What is the Dhadicha Pratha?
Dhadicha Pratha is a traditional practice in any parts of Madhya Pradesh where women are rented out to men by their families for financial earn. This practice severely undermines the human dignity and rights of women, leading to exploitation and abuse.
The custom of wife rental has persisted for decades in the Shivpuri village of Madhya Pradesh, known as the Dadhicha custom. Every year, a market is established where families traditionally offer their daughters or wife for rent. Men participate in this market and selecting the women to be their party.
It is surprising to know that parents/guardians willingly rent their girls to men. It is also the case where married husband rent their wife to other men. The wife of the husbands are given on lease to wealthy businessmen who do not have a wife or a partner. The deal is signed on a stamp paper of an amount as meagre as Rupees ten, fifty or hundred. Every year thousands of deals are finalized.
Dhadicha Pratha, or the black deal of hiring spouses, is a detestable cultural practice taking place in a small village in the center of Maharashtra, India. It is an abusive and distressing practice that has prevailed in some portions of India.
This practice has been continued in secret. Women who rent under this tradition—sometimes called “Paro” or “Molik”—face severe mistreatment, including sexual exploitation by their husbands and other male family members. Girls as young as eight are frequently the subject of this activity, when they are rented out for amounts ranging from fifteen to twenty-five thousand rupees. The girls experience psychological and physical abuse in addition to being frequently exposed to serious health hazards, including HIV/AIDS infections.
Because most of them are poor and destitute, these women will then easily become the prey for those who would want to take advantage of their weakness. Often harried, even coerced, into these arrangements by family members or middlemen, they stand to profit from these transactions. The women are often left to endure the emotional and physical abuse at the hands of their interim husbands after the transaction is made. There is a tradition, such as Dhadicha Pratha or the dark trade of renting wives, rife in some small village nestling in the heart of Maharashtra, India. This is some sort of reprehensible and exploitative behavior that has been rife in certain parts of India. This behavior has continued unabated in secrecy.
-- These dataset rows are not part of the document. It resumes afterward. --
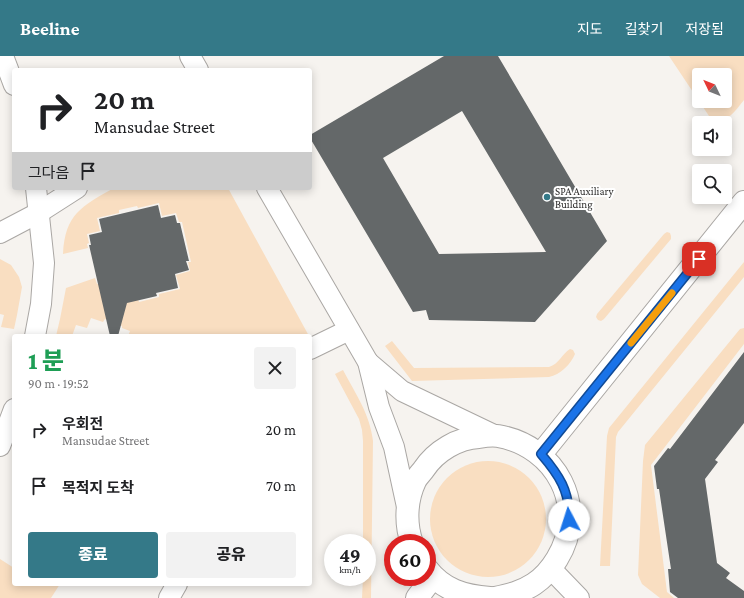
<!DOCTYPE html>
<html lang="ko">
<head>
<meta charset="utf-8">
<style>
  :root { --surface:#fff; --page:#f2f2f2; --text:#202124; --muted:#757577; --accent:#347988 }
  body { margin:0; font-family:"Crimson Pro","Noto Sans KR",serif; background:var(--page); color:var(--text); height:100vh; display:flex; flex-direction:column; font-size:15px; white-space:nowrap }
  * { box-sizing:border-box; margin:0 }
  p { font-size:13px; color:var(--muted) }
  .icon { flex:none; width:22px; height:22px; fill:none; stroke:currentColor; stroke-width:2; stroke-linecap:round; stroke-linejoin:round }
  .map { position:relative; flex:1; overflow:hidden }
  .details { position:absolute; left:12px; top:278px; width:300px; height:252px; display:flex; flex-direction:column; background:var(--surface); border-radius:4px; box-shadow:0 2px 10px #0003 }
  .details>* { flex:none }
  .guide { position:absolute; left:12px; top:12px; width:300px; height:122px; border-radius:4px; box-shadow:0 2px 10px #0003; background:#fff; color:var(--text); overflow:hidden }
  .needle { width:26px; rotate:313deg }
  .tools { position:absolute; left:692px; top:12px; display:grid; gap:8px }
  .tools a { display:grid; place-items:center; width:40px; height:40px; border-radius:4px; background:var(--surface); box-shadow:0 2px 10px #0003; font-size:20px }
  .speed { position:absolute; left:324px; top:478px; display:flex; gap:8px; font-size:20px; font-weight:700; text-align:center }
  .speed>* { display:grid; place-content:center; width:52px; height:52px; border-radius:50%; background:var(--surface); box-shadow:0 2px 10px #0003; line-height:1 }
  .speed small { font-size:10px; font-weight:400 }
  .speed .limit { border:6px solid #d22; background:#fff; color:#111 }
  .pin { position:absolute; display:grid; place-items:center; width:34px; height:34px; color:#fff; margin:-17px; border-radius:8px; box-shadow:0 2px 6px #0006 }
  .me { position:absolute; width:44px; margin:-22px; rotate:355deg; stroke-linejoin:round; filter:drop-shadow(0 0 3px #0008) }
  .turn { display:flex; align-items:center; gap:14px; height:84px; padding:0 16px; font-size:18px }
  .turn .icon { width:52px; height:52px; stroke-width:2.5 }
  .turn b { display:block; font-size:28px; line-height:34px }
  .then { display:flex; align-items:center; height:38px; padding:0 16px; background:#0003; gap:8px; font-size:15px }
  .round { display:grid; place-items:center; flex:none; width:42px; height:42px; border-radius:4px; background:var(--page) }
  .overview { display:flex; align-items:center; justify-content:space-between; height:68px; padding:0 16px }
  h1 { font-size:24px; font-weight:800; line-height:30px; color:#1e9e55 }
  .cta { display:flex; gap:8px; margin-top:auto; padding:8px 16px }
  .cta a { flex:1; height:46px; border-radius:4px; background:var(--accent); color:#fff; font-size:16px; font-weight:800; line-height:46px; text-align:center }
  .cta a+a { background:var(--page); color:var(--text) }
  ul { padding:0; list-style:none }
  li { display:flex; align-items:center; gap:12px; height:56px; padding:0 16px }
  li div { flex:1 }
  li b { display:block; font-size:15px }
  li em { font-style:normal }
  header { display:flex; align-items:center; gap:24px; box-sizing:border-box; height:56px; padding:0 20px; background:var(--accent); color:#fff }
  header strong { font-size:19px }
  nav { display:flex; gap:22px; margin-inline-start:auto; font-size:14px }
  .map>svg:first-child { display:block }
  .green { fill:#f9dec1; fill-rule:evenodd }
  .building { fill:#646869; fill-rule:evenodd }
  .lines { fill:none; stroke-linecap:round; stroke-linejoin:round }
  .street-casing { stroke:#aaa7a4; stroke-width:22 }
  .primary-casing { stroke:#aaa7a4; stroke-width:24 }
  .street { stroke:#fff; stroke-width:20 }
  .primary { stroke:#fff; stroke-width:22 }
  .route-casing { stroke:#114b97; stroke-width:10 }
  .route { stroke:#1a73e8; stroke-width:7 }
  .slow { stroke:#f59e0b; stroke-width:7 }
  .poi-dot { fill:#347988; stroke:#fff; stroke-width:1.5 }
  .labels { text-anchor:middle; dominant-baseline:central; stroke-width:4; stroke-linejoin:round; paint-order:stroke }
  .poi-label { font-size:11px; fill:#2e2d2c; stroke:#fff; text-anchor:start }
</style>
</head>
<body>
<header>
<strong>Beeline</strong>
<nav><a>지도</a><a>길찾기</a><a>저장됨</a></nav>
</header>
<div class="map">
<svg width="744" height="542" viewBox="0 0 744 542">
  <rect width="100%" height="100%" fill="#f6f3ef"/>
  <g class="green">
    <path d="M669 0H744V44C734 56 728 68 711 63ZM699 19H725V45H699Z"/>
    <path d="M114 132H228L309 280H128L130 275 122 272V270L105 263 103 266 91 262 87 272 76 269 72 280H56L60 263 66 232 95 222 97 228H99L138 243 139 246 159 241V238L180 233 176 219 190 215 188 206H191L182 166H179L176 157 162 160 159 147 138 152 137 150 119 154V157L97 162 100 175 87 178 89 187 87 188 88 192 63 198C65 158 82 150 114 132Z"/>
    <polygon points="667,176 670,177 671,180 671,183 604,263 601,265 598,264 596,261 597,258 664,178"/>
    <polygon points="0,203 11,209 19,221 22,231 17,259 14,273 1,271 4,259 0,258"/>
    <polygon points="744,206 744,221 618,376 616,381 610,510 600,510 607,380 609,372"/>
    <polygon points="744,272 744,288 651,409 667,536 674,542 660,542 642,528 638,519 643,405 645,389 740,273"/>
    <path d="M392 285 414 312 549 311C559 308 562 298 570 293L573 294 575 298C571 308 560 319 549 321L412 325 385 290Z"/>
    <path d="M343 314C355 337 370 358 373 385L371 542H362L363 521H367V487H363V385L362 374 359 363 335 318Z"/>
    <circle cx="488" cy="463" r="58"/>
    <polygon points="0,503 14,512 14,528 60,528 51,542 0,542"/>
  </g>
  <g class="building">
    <path d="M444 0H498L607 185 535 266 429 264 426 254 413 256 310 82V79ZM462 55 546 196 439 198 383 102Z"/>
    <polygon points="158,149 161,162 175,159 177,167 180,167 189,205 186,205 189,214 175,218 178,232 156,237 157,240 127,247 118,280 110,280 89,189 91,189 89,179 102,176 99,163"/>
    <polygon points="744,296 744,367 715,404 718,406 705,423 717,507 730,517 726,522 744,535 744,542 678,542 670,536 668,513 671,513 659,433 657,433 654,410 668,392 670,393"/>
  </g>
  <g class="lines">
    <defs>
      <g id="street">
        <polyline points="3,0 14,29"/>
        <polyline points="190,0 198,14"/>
        <polyline points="267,132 368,306 379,351 394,391 407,451"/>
        <polyline points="0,177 38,157 77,132"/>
        <polyline points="35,280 41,248 44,207 36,132"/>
        <polyline points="310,293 349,274"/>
        <polyline points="368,306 402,335 496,380"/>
        <polyline points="0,390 14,353"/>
        <polyline points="551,513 579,542"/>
        <polyline points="169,542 177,528"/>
      </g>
      <g id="primary">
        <polyline points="541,398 744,146"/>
        <path d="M412 487C405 468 406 444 415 425 417 421 421 417 424 413 436 395 458 382 479 381 485 380 492 379 498 380 556 390 589 451 557 503 551 513 543 522 534 528 522 536 509 539 495 542"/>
        <path d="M427 513C443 534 464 540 490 542"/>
        <polyline points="417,542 433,521"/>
      </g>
    </defs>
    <use href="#street" class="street-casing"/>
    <use href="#primary" class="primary-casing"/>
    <use href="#street" class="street"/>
    <use href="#primary" class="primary"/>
  </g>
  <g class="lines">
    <defs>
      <path id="route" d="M569 464C570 435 559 419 541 398L699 203"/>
    </defs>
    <use href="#route" class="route-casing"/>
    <use href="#route" class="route"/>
    <polyline class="slow" points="631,287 672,237"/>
  </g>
  <circle class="poi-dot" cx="547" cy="141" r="4"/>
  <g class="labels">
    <g class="poi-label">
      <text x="555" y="135">SPA Auxiliary<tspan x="555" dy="13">Building</tspan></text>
    </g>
  </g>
</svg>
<div class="tools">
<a><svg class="needle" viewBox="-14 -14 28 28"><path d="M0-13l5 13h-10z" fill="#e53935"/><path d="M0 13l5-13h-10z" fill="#757577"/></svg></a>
<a><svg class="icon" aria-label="sound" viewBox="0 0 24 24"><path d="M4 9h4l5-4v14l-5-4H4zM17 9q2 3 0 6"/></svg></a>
<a><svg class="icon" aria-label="search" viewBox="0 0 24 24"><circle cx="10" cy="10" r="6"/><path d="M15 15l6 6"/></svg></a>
</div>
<div class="speed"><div>49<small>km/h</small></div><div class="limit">60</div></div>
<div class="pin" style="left:699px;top:203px;background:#d93025"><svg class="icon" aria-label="arrive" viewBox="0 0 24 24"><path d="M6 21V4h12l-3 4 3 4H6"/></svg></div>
<svg class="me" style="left:569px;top:464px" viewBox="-20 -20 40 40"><circle r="19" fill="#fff"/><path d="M0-13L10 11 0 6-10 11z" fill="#1a73e8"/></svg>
<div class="guide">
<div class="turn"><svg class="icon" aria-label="right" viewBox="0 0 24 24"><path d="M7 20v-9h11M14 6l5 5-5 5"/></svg><div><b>20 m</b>Mansudae Street</div></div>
<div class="then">그다음<svg class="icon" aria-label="arrive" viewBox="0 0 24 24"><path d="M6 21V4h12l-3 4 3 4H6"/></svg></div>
</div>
<section class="details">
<div class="overview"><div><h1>1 분</h1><p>90 m · 19:52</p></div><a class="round"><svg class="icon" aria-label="close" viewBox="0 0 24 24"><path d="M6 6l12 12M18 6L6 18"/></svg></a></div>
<ul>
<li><svg class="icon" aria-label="right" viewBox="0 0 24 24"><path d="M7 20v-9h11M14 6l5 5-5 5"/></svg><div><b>우회전</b><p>Mansudae Street</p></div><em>20 m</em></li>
<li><svg class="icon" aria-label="arrive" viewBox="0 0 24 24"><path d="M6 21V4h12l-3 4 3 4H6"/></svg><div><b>목적지 도착</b></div><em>70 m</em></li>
</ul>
<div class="cta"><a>종료</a><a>공유</a></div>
</section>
</div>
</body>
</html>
These women are easy prey for those who would like to make use of the ladies in this trade because they are usually very poor and financially constrained. They are usually coerced or even compelled into these marriages by relatives or brokers who will gain from these transactions. The ladies are generally mistreated physically and otherwise by their temporary husbands after the sale, who view them as nothing other than
Even after all the detrimental effects, Dhadicha Pratha is still practiced with great vigor in parts of rural India. To an extent, this can be attributed to the powerful cocktail of poverty, gender inequality, and lack of laws protecting women in this country. Though there have been some efforts made to spread awareness and bring stricter laws against the system, progress has been painfully slow and incremental.
A multi-dimensional strategy has to be evolved to effectively wipe out the Dhadicha Pratha, spanning economic injustice and poverty to empowering women both at the levels of economy and education, and laws that take care of their rights and their exploiters.
Unless the society acts as one, and the vital force gets infused in the war against Dhadicha Pratha, the world shall never turn out to be a place of fun, equity, and justice for one and all. Only then will we be able to put a full stop to the never-ending cycle of exploitation and ensure respect and dignity for womanhood.
The Indian constitution prohibits all track of trafficking like begging, forced prostitution, organ trade, bonded labour etc. However, Dhadicha Pratha is worse than everything. Bride trafficking is openly happening in the country under the guise of mindless customs and rituals.
It is outrageous that parents themselves have no sense of sympathy or Humanity towards their daughters.
This practice is not limited to India but has been followed in other countries like Africa as well. In several parts of African countries.